There can only be one allegiance.
It’s her time to choose.

Some humans can see the fae. McKenzie Lewis can track them, reading the shadows they leave behind. But some shadows lead to danger. Others lead to lies.

A Houston college student trying to finish her degree, McKenzie has been working for the fae king for years, tracking vicious rebels who would claim the Realm. Her job isn’t her only secret. For just as long, she’s been in love with Kyol, the king’s sword-master—and relationships between humans and fae are forbidden.

But any hope for a normal life is shattered when she’s captured by Aren, the fierce and uncompromising rebel leader. He teaches her the forbidden fae language and tells her dark truths about the Court, all to persuade her to turn against the king. Time is running out, and as the fight starts to claim human lives, McKenzie has no choice but to decide once and for all whom to trust and where she ultimately stands in the face of a cataclysmic civil war.


The shadows changed McKenzie Lewis’s life forever when she was just sixteen-years-old. She started seeing people that nobody else seemed to notice. Beautiful people with lightning under their skin, walking around attracting no attention whatsoever, except from McKenzie. Those people were fae, and in seeing them she discovered something about herself – that she can read their shadows.

The shadows are like road maps that the fae leave behind when they travel between worlds – and McKenzie is one of the few people who can ‘read’ those shadows to track them down. When McKenzie’s talent was discovered, the fae King thought to use her in a civil war that has been raging between the fae – a war against the Kingdom, instigated by a false-blood pretender to the throne.

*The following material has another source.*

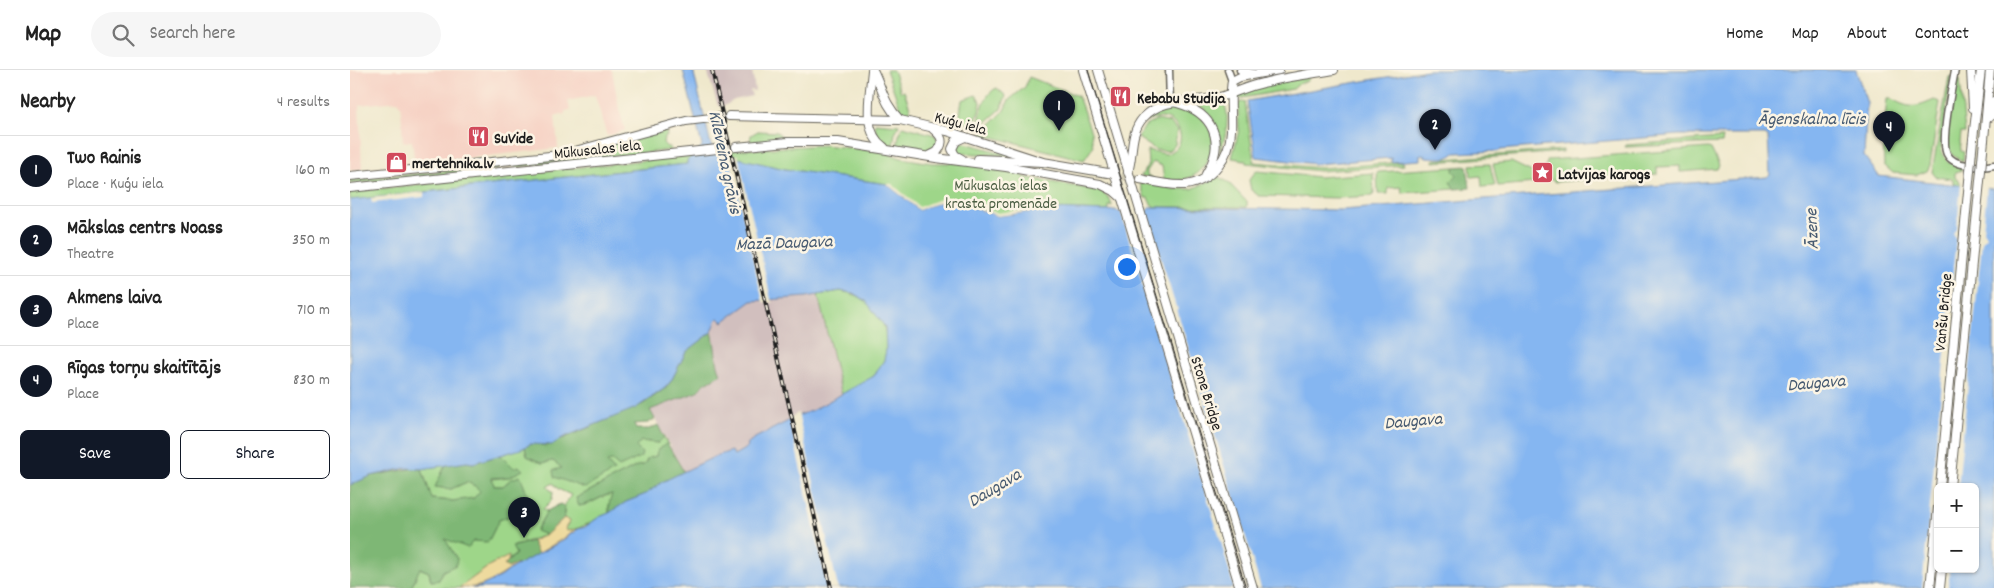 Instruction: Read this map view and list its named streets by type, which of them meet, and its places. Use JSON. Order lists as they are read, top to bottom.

The fae have been good to McKenzie. They made sense of her ‘madness’, even after her family turned on her and broke off communications. And, best of all, her association with the fae introduced her to Kyol – the King’s sword-master, charged with ferrying McKenzie between worlds and keeping her safe from the rebellion, who would use her shadow-reading talents for their cause.

For ten years McKenzie has been helping the fae King in his war, and working closely with Kyol. She has loved him since she was sixteen and though secret and forbidden, their love means everything to McKenzie . . .  and then one day the rebellion break through. They discover McKenzie’s location and kidnap her, killing Kyol’s guards and possibly him in the process.

McKenzie’s kidnapper is none other than Aren, the Butcher of Brykeld; a renowned fae fighter, almost as good with a sword as Kyol. Aren is the half-blood rebel trying to claim the throne. Or is he?

McKenzie spends the first half of her imprisonment fighting to escape and bargaining for her life. But as the weeks go by, the rebellion start talking to her – asking questions. They ask why the King forbids humans to learn the fae language, and in the meantime they start teaching McKenzie. They ask her why the King has forbid fae/human relations – when so many humans, McKenzie included, work for him in fighting a war that is not theirs. Aren and the rebellion fae also ask McKenzie to question the brutality of this war, and if all the deaths thus far lay entirely at their feet.

But even while imprisoned, McKenzie pines for Kyol; his stoic bravery and the moments when he lets his guard down and reveals how very much he wants her. McKenzie misses him, even as she slowly falls for Aren’s impulsive, cocky charm.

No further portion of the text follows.